O apego à segurança do universo conhecido e sem surpresas, no entanto, é um entrave na vida pessoal e profissional de Virgílio. A primeira prova disso é a aversão do publicitário aos avanços tecnológicos. Em casa, todos os aparelhos datam de, pelo menos, 20 anos atrás. No auge da carreira criativa, ele é capaz de recusar uma promoção no emprego, apenas para não ter de refazer as declarações de imposto de renda – de acordo com ele, prontas até 2025. Mesmo assim, ele demonstra uma aparente felicidade.

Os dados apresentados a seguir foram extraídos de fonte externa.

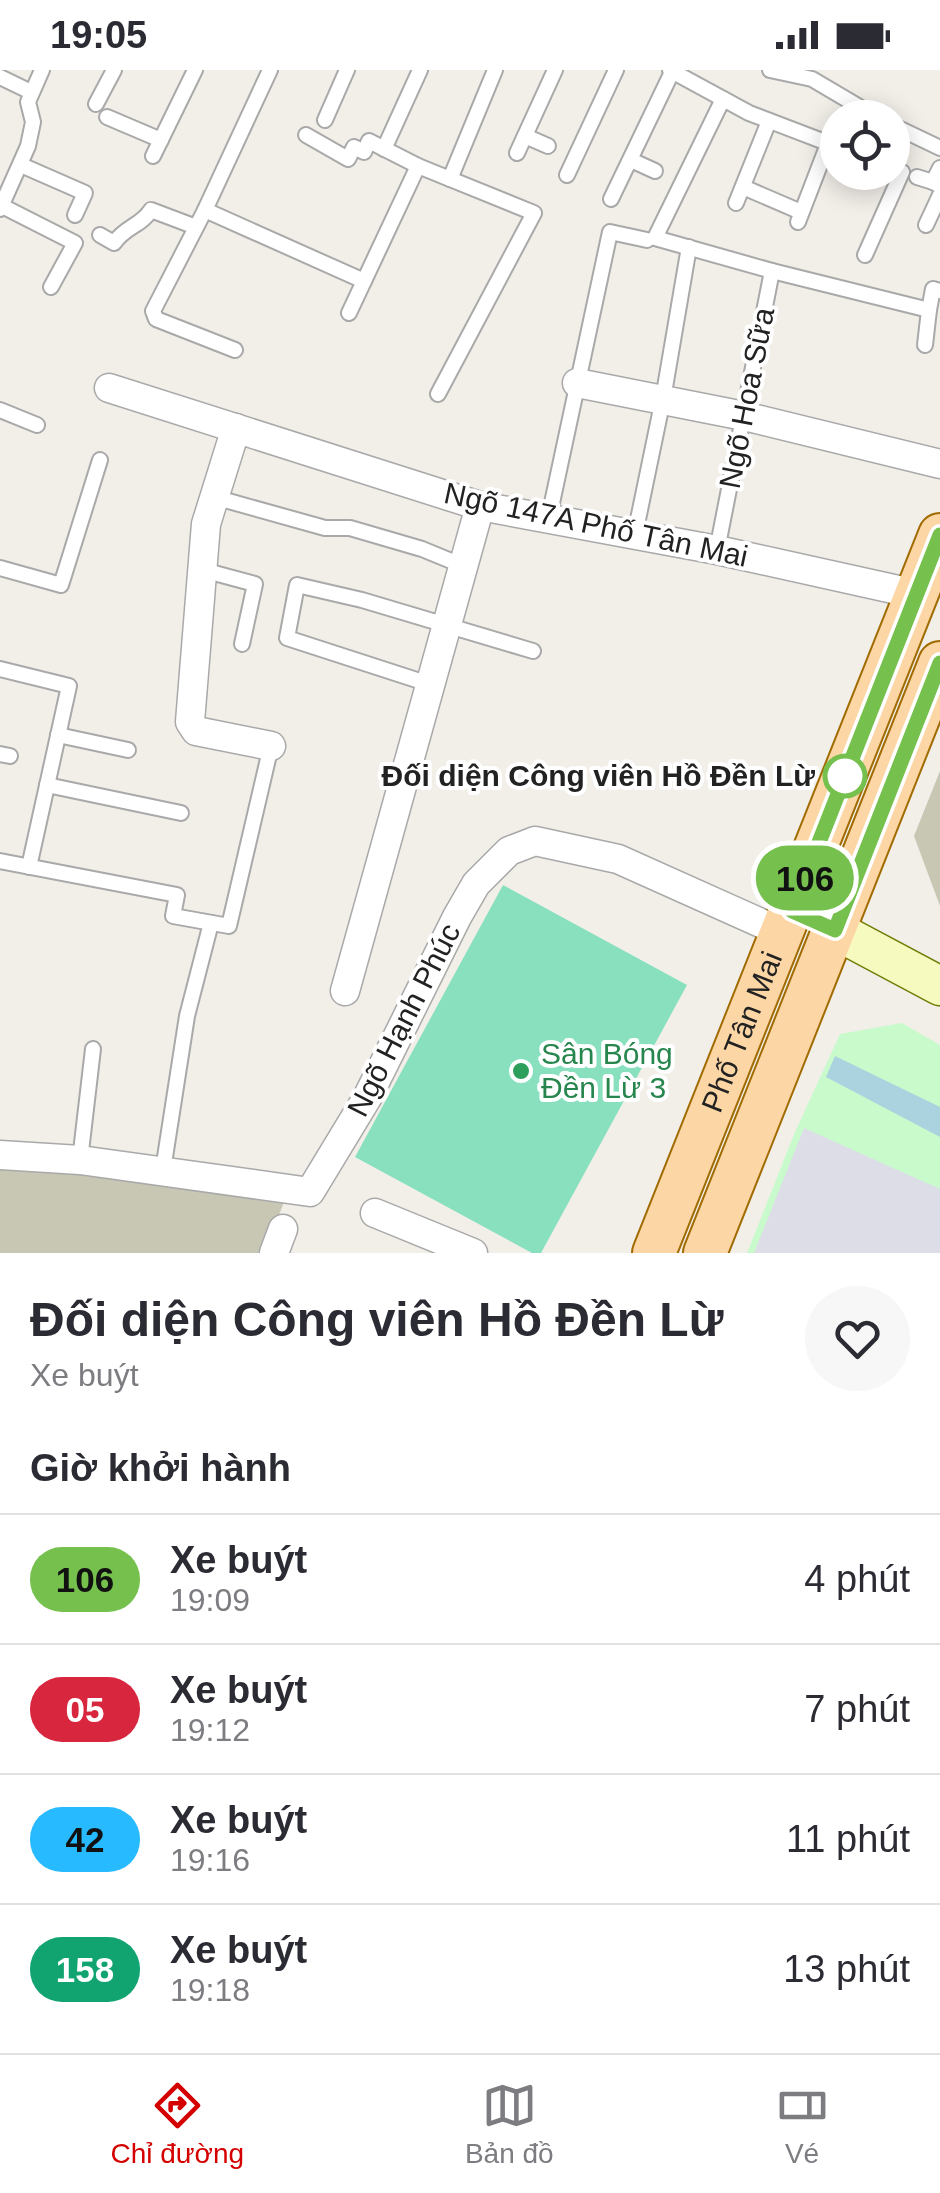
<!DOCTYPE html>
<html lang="vi">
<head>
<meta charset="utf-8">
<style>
  :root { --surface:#fff; --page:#f7f7f7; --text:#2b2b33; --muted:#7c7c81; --line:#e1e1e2; --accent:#d40000 }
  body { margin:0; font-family:Arial,sans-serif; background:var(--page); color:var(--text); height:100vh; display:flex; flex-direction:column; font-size:38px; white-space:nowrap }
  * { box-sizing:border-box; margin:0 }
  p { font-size:32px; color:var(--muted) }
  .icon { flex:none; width:55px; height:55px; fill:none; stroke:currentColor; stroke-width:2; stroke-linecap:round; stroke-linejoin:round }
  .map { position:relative; height:1183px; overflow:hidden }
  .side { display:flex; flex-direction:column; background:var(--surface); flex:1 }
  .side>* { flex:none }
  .badge { padding:0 20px; border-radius:32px; font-size:35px; line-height:65px }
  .fabs { position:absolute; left:820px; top:30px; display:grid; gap:20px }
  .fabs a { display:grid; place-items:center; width:90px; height:90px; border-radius:50%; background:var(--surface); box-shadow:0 5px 25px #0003; font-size:50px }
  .map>.badge { position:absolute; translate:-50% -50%; box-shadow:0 0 0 5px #fff }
  h2 { padding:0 30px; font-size:38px; line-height:90px }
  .round { display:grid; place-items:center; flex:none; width:105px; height:105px; border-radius:52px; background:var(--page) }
  .summary { display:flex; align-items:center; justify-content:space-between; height:170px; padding:0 30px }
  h1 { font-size:48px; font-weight:700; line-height:75px }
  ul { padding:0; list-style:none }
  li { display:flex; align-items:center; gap:30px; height:130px; padding:0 30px; border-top:2px solid var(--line) }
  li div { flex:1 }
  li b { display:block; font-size:38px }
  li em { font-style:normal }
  li .badge { min-width:110px; font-weight:700; text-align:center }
  .status { display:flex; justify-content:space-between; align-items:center; height:70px; padding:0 50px; background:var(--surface); direction:ltr }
  .status svg { height:28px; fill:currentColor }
  .menu { display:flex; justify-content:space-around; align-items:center; height:140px; border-top:2px solid var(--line); background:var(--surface); font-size:28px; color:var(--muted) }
  .menu a { display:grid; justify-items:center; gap:5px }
  .menu .on { color:var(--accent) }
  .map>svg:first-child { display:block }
  .construction { fill:#c7c7b4 }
  .park { fill:#c8facc }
  .pitch { fill:#88e0be }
  .plaza { fill:#dddde8 }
  .water { fill:#aad3df }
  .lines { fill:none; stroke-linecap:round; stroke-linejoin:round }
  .lane-casing { stroke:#a9a9a9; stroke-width:18 }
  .street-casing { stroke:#a9a9a9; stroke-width:31 }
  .secondary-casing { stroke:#707d05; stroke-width:41 }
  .primary-casing { stroke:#a06b00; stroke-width:46 }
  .lane { stroke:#fff; stroke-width:14 }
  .street { stroke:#fff; stroke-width:28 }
  .secondary { stroke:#f7fabf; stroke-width:38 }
  .primary { stroke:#fcd6a4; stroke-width:42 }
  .line-casing { stroke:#fff; stroke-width:22 }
  .line { stroke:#76c04d; stroke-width:15 }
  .stop-dot { fill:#fff; stroke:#76c04d; stroke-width:5 }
  .leisure-dot { fill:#2e9e5b; stroke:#fff; stroke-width:4 }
  .labels { text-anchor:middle; stroke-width:8; stroke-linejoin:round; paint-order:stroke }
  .street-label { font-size:30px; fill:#222; stroke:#fff }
  .stop-label { font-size:30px; font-weight:bold; fill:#222; stroke:#fff; text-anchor:end }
  .leisure-label { font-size:30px; fill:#27864d; stroke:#fff; text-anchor:start }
</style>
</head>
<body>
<div class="status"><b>19:05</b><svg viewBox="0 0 49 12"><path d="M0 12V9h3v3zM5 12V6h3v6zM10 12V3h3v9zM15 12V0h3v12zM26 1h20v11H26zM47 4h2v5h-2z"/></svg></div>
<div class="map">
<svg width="940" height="1183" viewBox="0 0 940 1183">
  <rect width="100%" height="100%" fill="#f2efe9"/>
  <!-- construction -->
  <g class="construction">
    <polygon points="940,701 940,836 914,766"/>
    <polygon points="0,1096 110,1105 286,1127 264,1183 0,1183"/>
  </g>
  <!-- park -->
  <polygon class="park" points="902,953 940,975 940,1183 747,1183 795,1062 840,964"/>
  <!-- pitch -->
  <polygon class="pitch" points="503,815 687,915 541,1183 532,1183 355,1087"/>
  <!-- plaza -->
  <polygon class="plaza" points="804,1058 940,1119 940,1183 754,1183"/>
  <!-- water -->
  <polygon class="water" points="835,986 940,1037 940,1067 826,1007"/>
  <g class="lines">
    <!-- lane casing -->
    <g class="lane-casing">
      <g id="lane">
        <polyline points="670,0 749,43 838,77"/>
        <polyline points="770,0 812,9 873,45 884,48"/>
        <polyline points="0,7 31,22"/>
        <polyline points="96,34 114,0"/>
        <polyline points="107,47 161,70"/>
        <polyline points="325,50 347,0"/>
        <polyline points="892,55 940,78"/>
        <polyline points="306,65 348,89 354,77 364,82 369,71 418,96"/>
        <polyline points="525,66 548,76"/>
        <polyline points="384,79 420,0"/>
        <polyline points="517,83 555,0"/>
        <polyline points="153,86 195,0"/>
        <polyline points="631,90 655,101"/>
        <polyline points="21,95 85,123 75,145"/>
        <polyline points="940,98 933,112 940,116"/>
        <polyline points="567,105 616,0"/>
        <polyline points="917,107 933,112"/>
        <polyline points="450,109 495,0"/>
        <polyline points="743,117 801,142"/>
        <polyline points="611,129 673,0"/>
        <polyline points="736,133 769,51"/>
        <polyline points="2,136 75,173 51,217"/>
        <polyline points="0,139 28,76 33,52 28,32 42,0"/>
        <polyline points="205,140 364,211"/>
        <polyline points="798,152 828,74"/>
        <polyline points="926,155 940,125"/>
        <path d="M100,165L114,173C126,156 141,156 151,140L196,157"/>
        <polyline points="865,185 902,102 892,99"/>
        <polyline points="772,201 929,240 933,219 940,221"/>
        <polyline points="349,243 418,96 534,143 438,324"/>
        <polyline points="925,275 929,240"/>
        <polyline points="235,280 156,249 153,241 205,140 270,0"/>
        <polyline points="0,340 37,355"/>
        <polyline points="214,427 325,458 350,458 422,479 461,495"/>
        <polyline points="549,447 610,162 647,170"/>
        <polyline points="635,464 663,329 689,177"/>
        <polyline points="717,480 772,201 655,168 723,29"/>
        <polyline points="0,498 61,515 100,390"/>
        <polyline points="203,500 255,514 242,574"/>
        <polyline points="0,599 69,616 29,797"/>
        <polyline points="429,614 287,568 297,515 362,530 533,581"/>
        <polyline points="58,665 128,680"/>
        <polyline points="0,684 10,686"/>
        <polyline points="47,715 181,743"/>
        <polyline points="0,791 177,825 173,846 229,856 271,676"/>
        <polyline points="80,1090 93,979"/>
        <polyline points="163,1100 187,946 211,853"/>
      </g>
    </g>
    <!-- street casing -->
    <g class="street-casing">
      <g id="street">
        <polyline points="577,313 744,346 940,394"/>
        <polyline points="109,318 480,436 717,480 916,524"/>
        <polyline points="236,358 206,454 190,652 196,661 271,676"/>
        <polyline points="345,921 480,436"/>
        <polyline points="0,1085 80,1090 310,1122 367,1028 457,847 476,814 509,781 535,771 618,789 772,858 792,841"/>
        <polyline points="375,1143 473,1183"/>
        <polyline points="274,1183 283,1159"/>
      </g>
    </g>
    <!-- secondary casing -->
    <g class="secondary-casing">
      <polyline id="secondary" points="835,860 940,916"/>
    </g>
    <!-- primary casing -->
    <g class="primary-casing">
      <g id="primary">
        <path id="s1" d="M654,1183L940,465"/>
        <polyline points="705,1183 940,593"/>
      </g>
    </g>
    <!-- lane -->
    <use href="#lane" class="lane"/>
    <!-- street -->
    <use href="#street" class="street"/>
    <!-- secondary -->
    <use href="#secondary" class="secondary"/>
    <!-- primary -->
    <use href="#primary" class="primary"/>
  </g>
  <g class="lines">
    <!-- line casing -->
    <g class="line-casing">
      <polyline id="line" points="940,465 792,841 835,860 940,593"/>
    </g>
    <!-- line -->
    <use href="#line" class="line"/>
  </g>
  <!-- markers -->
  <circle class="stop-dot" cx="845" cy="706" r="20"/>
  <circle class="leisure-dot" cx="521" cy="1001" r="10"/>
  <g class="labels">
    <!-- street labels -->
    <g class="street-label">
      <text transform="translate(747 328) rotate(-79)" y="10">Ngõ Hoa Sữa</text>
      <text transform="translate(596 455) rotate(12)" y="10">Ngõ 147A Phố Tân Mai</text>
      <text transform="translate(404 950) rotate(-63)" y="10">Ngõ Hạnh Phúc</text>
      <text dy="10" stroke="none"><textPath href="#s1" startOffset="238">Phố Tân Mai</textPath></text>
    </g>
    <!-- stop labels -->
    <g class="stop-label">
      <text x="815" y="716">Đối diện Công viên Hồ Đền Lừ</text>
    </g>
    <!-- leisure labels -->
    <g class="leisure-label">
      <text x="541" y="994">Sân Bóng<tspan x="541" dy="34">Đền Lừ 3</tspan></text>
    </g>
  </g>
</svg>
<div class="fabs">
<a><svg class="icon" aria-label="locate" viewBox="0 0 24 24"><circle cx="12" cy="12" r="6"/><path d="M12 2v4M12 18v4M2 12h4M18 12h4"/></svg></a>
</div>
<b class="badge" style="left:805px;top:808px;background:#76c04d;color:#111">106</b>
</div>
<section class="side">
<div class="summary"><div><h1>Đối diện Công viên Hồ Đền Lừ</h1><p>Xe buýt</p></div><a class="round"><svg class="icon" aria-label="heart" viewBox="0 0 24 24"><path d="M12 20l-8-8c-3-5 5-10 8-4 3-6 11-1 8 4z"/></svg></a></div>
<h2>Giờ khởi hành</h2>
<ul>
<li><span class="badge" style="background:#76c04d;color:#111">106</span><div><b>Xe buýt</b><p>19:09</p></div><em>4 phút</em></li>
<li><span class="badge" style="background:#d7263d;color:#fff">05</span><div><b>Xe buýt</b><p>19:12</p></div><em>7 phút</em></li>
<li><span class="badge" style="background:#27baff;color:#111">42</span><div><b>Xe buýt</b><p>19:16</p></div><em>11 phút</em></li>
<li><span class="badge" style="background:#11a471;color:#fff">158</span><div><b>Xe buýt</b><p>19:18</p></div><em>13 phút</em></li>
</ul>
</section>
<nav class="menu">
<a class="on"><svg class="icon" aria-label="directions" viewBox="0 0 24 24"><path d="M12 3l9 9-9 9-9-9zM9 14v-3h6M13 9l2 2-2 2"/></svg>Chỉ đường</a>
<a><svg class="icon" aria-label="map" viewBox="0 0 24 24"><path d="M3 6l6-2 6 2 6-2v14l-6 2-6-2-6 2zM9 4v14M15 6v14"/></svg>Bản đồ</a>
<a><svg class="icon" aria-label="tickets" viewBox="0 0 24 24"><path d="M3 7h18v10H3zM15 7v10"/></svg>Vé</a>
</nav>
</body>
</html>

Tudo vai bem até que uma misteriosa mensagem deixada na secretária-eletrônica paralisa Virgílio. É uma mulher chamada Clara, dizendo amá-lo, mas mesmo assim pondo fim à relação. O único problema é: o publicitário apagou da mente qualquer memória do possível amor de sua vida. A partir daí, todo o desenrolar da narrativa dá-se em torno da busca dele pela identidade dessa mulher.


O elenco traz gratas surpresas entre as participações. Exemplo do comediante Marco Luque, que mostra outras possibilidades de interpretação, em uma versão totalmente diferente dos esquetes apresentados por ele, seja no teatro ou no palco do programa Altas Horas, do Serginho Groisman.

Enquanto isso, Bianca Comparato renova o fôlego da atração ao dar um pouco de caos à fotografia extremamente limpa de Hélcio Nagamine. A presença luxuosa da atriz de Sex and the City, Cynthia Nixon, nos minutos finais da produção, proporciona um momento de deleite para os fãs de Miranda.

Os problemas maiores são os dois protagonistas. Apesar de esforçado, Mateus Solano carrega consigo um ar caricato, uma marca responsável por fazer a plateia se lembrar de todos as figuras já vividas por ele na teledramaturgia. Mas nada supera a falta de emoção, de encaixe e química entre o casal. Ao vermos o trabalho insosso de Thaila Ayala, entendemos como Virgílio pôde esquecer o, talvez, grande amor de sua vida.